I have many small tables (less than 5k bytes when exported as CSV) that are only "from to" (e.g. code to name), and must be used in a JOIN, just to translate internal codes or IDs... How to use CREATE TABLE
with them on Hive?
Example:
CREATE TABLE mydb.fromto1(id1 bigint, name1 string);
CREATE TABLE mydb.fromto2(
id2 bigint,
name2 varchar(10)
)
PARTITIONED BY (ingestion_day date)
ROW FORMAT SERDE 'org.apache.hadoop.hive.ql.io.orc.OrcSerde'
STORED AS INPUTFORMAT 'org.apache.hadoop.hive.ql.io.orc.OrcInputFormat'
OUTPUTFORMAT 'org.apache.hadoop.hive.ql.io.orc.OrcOutputFormat'
LOCATION 'hdfs://TLVBRPRDK/apps/hive/warehouse/mydb.db/fromto2'
TBLPROPERTIES (
'orc.compress'='SNAPPY',
'orc.row.index.stride'='50000',
'orc.stripe.size'='67108864',
'transient_lastDdlTime'='1577456923'
);
-- INSERT INTO mydb.fromto1 10 lines
-- INSERT INTO mydb.fromto2 10 lines
CREATE VIEW mydb.vw_test1 AS -- need for BEST PERFORMANCE HERE!
SELECT big.*, tiny.name1
FROM mydb.big_fact_table big INNER JOIN mydb.fromto1 tiny ON big.id1=tiny.id1
-- and/or INNER JOIN mydb.fromto2 tiny2 ON big.id2=tiny2.id2
;
How to set correc parameters (partitioned or not, compressed or not, managed or external, row format, etc.) for best performance in a SQL JOIN with Big Data (fact) tables?
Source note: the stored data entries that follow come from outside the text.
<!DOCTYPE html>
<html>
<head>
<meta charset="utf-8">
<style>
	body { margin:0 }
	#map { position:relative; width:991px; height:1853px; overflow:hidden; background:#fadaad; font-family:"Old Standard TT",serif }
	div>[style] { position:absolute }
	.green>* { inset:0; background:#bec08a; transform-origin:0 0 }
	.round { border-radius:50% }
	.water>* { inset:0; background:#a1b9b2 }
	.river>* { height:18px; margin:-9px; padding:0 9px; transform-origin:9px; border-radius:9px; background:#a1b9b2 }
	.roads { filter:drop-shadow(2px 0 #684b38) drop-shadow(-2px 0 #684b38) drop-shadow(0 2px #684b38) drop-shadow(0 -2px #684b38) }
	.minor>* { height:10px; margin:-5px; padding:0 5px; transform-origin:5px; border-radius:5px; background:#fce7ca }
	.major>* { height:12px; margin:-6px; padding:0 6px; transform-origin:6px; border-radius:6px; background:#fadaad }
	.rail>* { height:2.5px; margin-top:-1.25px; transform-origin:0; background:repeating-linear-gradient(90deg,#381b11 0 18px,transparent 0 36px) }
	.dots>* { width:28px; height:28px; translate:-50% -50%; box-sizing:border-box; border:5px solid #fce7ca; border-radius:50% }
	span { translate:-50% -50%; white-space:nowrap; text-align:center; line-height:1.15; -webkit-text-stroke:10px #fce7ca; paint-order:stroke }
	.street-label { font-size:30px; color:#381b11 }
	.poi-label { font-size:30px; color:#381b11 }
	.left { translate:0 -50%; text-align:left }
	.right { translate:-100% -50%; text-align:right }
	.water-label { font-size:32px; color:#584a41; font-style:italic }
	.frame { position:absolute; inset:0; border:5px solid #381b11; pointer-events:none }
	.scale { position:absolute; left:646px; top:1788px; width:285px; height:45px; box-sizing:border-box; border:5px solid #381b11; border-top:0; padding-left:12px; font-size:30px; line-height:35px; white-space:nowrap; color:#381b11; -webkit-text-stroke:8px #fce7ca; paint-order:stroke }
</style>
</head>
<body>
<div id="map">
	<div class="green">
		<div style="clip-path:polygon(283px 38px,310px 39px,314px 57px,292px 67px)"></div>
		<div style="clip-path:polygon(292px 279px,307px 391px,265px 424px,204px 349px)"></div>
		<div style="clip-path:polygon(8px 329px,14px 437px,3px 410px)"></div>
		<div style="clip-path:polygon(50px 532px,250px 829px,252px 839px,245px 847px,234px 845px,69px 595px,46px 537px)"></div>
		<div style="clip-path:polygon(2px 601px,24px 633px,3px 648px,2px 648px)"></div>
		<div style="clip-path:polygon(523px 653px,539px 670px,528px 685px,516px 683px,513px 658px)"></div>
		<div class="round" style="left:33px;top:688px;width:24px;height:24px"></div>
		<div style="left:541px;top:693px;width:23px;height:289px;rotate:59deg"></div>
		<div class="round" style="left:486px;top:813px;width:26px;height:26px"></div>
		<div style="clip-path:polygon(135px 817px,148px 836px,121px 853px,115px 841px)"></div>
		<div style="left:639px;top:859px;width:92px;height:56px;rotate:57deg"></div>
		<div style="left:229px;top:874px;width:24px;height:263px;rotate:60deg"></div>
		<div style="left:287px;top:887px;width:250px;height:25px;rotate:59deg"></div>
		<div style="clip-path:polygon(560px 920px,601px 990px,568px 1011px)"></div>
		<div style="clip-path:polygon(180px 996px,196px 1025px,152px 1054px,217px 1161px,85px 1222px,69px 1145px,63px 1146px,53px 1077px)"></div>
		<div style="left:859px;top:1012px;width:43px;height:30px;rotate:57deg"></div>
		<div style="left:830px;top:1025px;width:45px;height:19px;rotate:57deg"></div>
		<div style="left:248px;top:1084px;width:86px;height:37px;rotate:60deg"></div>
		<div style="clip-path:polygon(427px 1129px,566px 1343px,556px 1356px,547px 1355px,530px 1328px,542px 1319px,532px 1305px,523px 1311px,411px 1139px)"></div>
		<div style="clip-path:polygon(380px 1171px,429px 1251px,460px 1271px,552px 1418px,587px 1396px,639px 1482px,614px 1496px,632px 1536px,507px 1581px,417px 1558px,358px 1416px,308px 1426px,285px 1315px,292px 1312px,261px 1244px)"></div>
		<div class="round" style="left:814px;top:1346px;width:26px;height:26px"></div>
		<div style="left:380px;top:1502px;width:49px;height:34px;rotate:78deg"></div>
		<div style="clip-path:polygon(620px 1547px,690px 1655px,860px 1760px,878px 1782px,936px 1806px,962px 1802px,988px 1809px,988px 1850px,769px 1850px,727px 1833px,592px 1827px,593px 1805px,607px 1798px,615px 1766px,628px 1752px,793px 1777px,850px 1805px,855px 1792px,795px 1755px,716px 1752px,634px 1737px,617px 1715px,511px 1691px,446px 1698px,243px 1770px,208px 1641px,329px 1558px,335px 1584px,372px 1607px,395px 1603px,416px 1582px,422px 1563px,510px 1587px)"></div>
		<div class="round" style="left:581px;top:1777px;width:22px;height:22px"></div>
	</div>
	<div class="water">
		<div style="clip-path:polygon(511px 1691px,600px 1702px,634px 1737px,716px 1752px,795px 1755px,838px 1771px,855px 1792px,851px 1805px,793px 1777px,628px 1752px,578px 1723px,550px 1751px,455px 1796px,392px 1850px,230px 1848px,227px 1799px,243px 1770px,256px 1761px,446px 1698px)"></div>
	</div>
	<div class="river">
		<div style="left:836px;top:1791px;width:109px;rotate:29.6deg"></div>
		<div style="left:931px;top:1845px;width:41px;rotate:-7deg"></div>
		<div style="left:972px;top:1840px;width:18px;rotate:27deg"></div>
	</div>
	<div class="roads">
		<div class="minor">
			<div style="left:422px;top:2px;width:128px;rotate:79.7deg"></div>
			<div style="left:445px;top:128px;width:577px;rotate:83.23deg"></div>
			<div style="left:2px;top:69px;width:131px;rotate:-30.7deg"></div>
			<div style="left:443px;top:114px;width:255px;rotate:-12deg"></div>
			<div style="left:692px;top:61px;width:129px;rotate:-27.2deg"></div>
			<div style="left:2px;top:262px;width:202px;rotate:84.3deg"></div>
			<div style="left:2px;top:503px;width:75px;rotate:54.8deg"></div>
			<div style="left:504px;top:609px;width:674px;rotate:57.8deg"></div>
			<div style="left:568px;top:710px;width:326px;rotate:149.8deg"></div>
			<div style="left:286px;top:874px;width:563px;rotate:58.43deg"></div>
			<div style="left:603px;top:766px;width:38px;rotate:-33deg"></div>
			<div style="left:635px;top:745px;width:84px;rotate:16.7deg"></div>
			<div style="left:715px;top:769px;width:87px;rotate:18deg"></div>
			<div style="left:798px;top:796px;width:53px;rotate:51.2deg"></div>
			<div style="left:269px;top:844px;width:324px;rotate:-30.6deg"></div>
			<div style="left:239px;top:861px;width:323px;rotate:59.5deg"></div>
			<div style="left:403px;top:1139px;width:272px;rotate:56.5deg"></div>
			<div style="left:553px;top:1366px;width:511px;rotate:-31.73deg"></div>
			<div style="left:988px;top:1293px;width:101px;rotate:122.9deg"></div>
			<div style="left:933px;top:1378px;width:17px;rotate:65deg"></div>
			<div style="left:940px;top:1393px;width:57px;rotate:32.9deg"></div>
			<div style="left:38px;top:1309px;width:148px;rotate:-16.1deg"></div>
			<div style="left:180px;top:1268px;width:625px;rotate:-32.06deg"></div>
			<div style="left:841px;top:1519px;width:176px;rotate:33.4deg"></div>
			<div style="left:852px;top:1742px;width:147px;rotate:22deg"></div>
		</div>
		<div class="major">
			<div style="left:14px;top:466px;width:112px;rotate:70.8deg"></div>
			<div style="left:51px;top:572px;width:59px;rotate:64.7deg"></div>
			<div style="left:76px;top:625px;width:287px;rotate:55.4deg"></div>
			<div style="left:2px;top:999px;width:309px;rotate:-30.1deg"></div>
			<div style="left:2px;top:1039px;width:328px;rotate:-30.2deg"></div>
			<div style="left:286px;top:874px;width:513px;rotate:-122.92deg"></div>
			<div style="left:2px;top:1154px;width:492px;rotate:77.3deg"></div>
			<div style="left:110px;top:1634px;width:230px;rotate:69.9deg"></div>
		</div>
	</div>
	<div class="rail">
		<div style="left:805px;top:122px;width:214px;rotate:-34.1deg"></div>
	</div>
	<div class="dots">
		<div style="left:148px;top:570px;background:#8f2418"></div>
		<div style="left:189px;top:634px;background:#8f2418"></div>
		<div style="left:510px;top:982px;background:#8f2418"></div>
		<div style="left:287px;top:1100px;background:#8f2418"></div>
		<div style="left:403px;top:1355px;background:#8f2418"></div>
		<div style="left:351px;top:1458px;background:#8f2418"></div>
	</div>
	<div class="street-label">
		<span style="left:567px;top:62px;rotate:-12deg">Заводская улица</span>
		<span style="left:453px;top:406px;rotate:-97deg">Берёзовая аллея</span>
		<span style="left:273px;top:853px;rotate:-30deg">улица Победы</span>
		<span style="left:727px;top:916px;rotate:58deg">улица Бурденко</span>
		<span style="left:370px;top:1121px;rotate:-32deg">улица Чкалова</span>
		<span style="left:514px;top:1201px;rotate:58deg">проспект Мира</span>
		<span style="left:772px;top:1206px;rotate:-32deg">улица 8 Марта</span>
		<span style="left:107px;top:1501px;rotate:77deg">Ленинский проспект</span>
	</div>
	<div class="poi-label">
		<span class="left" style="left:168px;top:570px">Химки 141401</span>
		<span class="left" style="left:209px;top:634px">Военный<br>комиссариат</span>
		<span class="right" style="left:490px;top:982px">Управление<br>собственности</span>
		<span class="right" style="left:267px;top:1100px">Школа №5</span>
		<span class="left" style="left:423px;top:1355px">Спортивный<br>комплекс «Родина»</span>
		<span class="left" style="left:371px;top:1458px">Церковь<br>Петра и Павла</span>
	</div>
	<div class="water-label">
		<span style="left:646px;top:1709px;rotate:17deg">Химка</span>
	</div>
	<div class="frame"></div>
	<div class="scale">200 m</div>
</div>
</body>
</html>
Is there a "good Fast Guide" or Wizard for it?
NOTES:
- This question/ansewer is not the same. Perhaps there are clues in optiomizations for "Hive Star-schema JOINs", but not here.
- There are some clues here on cwiki.Apache/Hive/LanguageManual+JoinOptimization, but it is not about CREATE TABLE.